Here's an algorithm that achieves a minimum distance of ceiling(N/n(A)) where N is the total number of items and n(A) is the number of items of instance A, assuming that A is the most numerous.
Order the item types A1, A2, ... , Ak where n(Ai) >= n(A{i+1}).
Initialize the list L to be empty.
For j from k to 1, distribute items of type Ak as uniformly as possible in L.

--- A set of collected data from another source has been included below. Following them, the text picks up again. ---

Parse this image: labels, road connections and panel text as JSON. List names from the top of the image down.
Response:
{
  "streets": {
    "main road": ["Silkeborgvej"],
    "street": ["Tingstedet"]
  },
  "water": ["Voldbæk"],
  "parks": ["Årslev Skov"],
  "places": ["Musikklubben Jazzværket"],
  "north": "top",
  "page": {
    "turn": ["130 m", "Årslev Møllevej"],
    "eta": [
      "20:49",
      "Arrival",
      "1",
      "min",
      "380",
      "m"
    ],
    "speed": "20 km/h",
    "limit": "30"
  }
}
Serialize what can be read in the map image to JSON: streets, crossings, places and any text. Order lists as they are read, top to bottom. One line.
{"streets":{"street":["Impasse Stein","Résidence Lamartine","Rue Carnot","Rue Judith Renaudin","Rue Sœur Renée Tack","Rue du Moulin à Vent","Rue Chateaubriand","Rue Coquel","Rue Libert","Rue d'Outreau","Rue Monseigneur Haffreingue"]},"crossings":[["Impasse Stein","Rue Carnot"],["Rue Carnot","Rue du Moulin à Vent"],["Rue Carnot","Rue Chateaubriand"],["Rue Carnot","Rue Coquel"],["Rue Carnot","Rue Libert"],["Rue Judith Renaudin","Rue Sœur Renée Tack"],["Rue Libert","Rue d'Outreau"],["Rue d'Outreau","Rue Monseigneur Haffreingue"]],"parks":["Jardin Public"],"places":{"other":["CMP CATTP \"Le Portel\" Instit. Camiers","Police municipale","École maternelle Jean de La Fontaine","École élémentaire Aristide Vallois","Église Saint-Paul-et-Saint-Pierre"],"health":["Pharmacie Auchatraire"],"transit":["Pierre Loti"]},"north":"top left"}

Example: Given the distribution in the question, the algorithm produces:
F
E, F
D, E, D, F
D, C, E, D, C, F
B, D, C, E, B, D, C, F, B
A, B, D, A, C, E, A, B, D, A, C, F, A, B
This sounded like an interesting problem, so I just gave it a try. Here's my super-simplistic randomized approach, done in Python:
def optimize(items, quality_function, stop=1000):
no_improvement = 0
best = 0
while no_improvement < stop:
i = random.randint(0, len(items)-1)
j = random.randint(0, len(items)-1)
copy = items[::]
copy[i], copy[j] = copy[j], copy[i]
q = quality_function(copy)
if q > best:
items, best = copy, q
no_improvement = 0
else:
no_improvement += 1
return items
As already discussed in the comments, the really tricky part is the quality function, passed as a parameter to the optimizer. After some trying I came up with one that almost always yields optimal results. Thank to pmoleri, for pointing out how to make this a whole lot more efficient.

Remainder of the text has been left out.